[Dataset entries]
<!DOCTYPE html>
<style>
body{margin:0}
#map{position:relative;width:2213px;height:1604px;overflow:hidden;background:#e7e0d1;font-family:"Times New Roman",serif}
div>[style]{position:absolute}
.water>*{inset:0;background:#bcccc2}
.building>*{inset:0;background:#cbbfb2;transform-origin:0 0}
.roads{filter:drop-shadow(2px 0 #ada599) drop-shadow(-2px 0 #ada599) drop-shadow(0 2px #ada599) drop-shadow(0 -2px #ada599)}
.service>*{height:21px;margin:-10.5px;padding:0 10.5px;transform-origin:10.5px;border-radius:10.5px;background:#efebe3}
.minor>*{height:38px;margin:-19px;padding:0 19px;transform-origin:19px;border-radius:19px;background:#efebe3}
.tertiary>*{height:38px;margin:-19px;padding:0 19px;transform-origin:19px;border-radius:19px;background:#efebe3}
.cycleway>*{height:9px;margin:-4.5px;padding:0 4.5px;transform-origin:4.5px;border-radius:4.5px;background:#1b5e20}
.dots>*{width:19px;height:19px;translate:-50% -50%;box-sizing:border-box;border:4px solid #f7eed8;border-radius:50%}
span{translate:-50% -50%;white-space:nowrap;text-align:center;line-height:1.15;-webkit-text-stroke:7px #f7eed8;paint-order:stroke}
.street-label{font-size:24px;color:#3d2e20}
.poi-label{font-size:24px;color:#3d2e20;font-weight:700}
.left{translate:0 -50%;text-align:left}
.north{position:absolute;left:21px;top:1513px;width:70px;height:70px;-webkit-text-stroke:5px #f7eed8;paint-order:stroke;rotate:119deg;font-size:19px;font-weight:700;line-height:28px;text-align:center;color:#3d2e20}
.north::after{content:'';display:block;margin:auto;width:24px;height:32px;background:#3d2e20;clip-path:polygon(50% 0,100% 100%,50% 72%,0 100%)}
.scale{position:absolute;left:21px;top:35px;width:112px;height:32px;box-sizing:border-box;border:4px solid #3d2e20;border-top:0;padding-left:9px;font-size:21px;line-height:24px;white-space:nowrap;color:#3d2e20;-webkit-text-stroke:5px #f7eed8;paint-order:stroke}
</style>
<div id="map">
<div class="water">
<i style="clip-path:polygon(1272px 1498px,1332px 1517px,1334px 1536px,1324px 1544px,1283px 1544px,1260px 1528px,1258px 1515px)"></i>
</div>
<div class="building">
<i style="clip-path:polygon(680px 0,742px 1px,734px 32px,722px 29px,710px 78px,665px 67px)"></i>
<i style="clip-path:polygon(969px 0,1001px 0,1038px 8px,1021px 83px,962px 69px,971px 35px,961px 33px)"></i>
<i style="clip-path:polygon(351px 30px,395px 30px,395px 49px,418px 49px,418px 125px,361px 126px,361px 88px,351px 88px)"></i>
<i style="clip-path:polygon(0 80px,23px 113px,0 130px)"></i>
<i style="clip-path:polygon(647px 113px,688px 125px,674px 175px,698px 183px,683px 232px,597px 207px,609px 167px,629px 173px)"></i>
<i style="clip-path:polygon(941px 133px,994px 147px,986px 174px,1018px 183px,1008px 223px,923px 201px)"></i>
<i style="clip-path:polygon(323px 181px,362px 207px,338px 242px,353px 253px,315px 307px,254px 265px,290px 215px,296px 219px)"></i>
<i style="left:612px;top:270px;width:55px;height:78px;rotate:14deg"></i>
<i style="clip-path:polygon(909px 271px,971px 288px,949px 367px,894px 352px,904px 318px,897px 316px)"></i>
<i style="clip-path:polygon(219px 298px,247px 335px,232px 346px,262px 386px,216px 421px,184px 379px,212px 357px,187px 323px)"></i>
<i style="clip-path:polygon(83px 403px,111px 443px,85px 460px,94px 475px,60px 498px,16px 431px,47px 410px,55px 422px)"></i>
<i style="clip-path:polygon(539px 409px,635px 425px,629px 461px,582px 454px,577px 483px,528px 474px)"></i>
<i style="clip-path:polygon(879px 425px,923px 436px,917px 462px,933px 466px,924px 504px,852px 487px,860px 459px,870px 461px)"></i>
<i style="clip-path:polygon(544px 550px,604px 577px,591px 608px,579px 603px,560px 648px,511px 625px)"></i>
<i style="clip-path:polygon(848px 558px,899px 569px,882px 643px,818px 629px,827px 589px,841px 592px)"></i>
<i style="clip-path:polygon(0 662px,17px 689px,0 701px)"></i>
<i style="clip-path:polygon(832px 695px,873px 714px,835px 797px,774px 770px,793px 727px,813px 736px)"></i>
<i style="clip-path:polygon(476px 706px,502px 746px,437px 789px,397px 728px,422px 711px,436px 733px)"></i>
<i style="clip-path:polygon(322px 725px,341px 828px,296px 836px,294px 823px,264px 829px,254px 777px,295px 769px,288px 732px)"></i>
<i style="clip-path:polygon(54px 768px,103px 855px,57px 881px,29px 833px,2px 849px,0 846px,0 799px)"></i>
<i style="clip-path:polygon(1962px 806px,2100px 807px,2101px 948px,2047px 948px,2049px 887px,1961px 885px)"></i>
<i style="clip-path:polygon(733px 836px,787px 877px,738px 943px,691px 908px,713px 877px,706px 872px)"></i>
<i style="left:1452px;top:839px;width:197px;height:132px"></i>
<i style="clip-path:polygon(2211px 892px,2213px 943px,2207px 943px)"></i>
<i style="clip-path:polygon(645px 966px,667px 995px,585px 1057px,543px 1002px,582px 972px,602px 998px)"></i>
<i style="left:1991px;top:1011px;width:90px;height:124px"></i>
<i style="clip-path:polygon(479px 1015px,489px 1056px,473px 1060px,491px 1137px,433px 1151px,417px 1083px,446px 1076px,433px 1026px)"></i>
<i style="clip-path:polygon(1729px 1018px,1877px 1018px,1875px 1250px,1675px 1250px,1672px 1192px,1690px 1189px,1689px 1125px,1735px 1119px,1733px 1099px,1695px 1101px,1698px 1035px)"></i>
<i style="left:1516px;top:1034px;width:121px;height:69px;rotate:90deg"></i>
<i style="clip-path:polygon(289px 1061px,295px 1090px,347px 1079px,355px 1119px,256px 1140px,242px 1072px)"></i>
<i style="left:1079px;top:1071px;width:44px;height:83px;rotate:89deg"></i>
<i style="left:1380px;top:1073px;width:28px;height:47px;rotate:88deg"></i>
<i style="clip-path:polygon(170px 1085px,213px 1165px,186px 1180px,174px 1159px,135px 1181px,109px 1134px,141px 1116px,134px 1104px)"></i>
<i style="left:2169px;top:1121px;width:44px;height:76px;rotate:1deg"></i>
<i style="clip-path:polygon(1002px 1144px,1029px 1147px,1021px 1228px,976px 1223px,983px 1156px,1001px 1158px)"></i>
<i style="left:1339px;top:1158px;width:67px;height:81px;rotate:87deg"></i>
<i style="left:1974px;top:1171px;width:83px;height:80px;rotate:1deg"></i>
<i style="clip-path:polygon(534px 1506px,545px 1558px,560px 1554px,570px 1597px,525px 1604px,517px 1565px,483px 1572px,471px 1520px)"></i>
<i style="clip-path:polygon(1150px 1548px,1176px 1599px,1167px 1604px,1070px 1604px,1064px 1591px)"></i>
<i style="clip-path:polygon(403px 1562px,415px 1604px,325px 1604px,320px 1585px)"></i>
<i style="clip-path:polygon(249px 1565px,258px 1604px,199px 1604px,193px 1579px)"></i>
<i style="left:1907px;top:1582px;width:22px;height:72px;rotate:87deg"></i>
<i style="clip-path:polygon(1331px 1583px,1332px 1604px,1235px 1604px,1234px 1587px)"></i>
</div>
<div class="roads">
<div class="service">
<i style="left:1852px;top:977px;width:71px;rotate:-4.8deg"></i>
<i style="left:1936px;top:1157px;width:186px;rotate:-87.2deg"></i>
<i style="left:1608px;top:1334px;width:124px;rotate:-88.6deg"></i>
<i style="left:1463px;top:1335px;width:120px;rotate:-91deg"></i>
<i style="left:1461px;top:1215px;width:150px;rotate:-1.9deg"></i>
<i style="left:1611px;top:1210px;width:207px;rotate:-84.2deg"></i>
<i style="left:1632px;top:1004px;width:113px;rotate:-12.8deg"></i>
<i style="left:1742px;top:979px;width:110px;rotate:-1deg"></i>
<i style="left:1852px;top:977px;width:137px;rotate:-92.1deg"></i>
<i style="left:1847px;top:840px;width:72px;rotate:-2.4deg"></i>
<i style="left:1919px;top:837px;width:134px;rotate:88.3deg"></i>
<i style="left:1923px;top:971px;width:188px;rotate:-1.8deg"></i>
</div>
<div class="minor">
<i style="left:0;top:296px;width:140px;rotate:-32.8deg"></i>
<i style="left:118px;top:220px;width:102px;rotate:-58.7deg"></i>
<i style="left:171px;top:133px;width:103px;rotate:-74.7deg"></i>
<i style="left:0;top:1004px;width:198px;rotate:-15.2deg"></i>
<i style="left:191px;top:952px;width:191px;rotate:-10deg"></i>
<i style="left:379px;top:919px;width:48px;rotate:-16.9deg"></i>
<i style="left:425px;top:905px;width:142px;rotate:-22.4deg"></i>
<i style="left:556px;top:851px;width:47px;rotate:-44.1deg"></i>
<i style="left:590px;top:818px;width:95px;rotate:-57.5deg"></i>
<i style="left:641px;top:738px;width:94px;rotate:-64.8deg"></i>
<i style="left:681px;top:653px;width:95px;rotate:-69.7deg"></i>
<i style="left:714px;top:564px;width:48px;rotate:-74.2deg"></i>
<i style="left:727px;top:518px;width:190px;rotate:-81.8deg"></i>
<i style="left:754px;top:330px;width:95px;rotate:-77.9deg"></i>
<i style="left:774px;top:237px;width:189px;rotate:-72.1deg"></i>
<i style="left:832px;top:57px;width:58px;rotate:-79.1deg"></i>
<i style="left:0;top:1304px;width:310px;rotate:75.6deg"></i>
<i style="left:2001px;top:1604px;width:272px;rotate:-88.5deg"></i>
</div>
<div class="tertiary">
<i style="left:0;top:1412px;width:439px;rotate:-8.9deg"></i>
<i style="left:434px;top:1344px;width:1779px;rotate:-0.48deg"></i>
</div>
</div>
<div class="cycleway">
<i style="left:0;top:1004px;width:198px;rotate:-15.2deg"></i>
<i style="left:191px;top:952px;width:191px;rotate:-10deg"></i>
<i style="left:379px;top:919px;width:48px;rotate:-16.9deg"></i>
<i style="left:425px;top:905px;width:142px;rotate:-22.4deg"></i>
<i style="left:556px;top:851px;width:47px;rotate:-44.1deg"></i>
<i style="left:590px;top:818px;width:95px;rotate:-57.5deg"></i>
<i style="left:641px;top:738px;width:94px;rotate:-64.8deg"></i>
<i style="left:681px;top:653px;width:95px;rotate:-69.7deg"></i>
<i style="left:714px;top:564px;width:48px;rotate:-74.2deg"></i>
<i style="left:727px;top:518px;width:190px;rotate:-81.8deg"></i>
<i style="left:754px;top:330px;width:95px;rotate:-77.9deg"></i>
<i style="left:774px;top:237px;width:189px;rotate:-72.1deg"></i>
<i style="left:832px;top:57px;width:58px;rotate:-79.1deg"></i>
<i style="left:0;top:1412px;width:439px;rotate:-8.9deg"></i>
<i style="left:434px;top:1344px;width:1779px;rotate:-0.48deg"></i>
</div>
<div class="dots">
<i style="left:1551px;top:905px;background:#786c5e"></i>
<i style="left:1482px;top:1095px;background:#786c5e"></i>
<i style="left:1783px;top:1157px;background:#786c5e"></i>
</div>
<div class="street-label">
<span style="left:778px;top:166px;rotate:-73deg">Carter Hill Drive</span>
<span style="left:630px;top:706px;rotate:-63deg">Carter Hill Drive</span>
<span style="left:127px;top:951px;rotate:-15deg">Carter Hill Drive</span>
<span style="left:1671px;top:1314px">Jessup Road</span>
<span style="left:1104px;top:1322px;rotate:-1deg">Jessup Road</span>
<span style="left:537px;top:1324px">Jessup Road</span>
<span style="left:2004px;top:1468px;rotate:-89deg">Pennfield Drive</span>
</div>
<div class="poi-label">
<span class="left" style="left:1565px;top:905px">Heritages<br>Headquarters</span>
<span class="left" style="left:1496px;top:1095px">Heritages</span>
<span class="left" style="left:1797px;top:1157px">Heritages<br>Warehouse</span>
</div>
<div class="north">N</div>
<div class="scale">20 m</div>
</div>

Aim of the task —
The lines above from the one with "1498px,1332px 1517px,1334px 1536px,1324px" through the one with "133px,994px 147px,986px 174px,1018px" are to be duplicated exactly, ends included, with nothing added.

Solution to this task —
<i style="clip-path:polygon(1272px 1498px,1332px 1517px,1334px 1536px,1324px 1544px,1283px 1544px,1260px 1528px,1258px 1515px)"></i>
</div>
<div class="building">
<i style="clip-path:polygon(680px 0,742px 1px,734px 32px,722px 29px,710px 78px,665px 67px)"></i>
<i style="clip-path:polygon(969px 0,1001px 0,1038px 8px,1021px 83px,962px 69px,971px 35px,961px 33px)"></i>
<i style="clip-path:polygon(351px 30px,395px 30px,395px 49px,418px 49px,418px 125px,361px 126px,361px 88px,351px 88px)"></i>
<i style="clip-path:polygon(0 80px,23px 113px,0 130px)"></i>
<i style="clip-path:polygon(647px 113px,688px 125px,674px 175px,698px 183px,683px 232px,597px 207px,609px 167px,629px 173px)"></i>
<i style="clip-path:polygon(941px 133px,994px 147px,986px 174px,1018px 183px,1008px 223px,923px 201px)"></i>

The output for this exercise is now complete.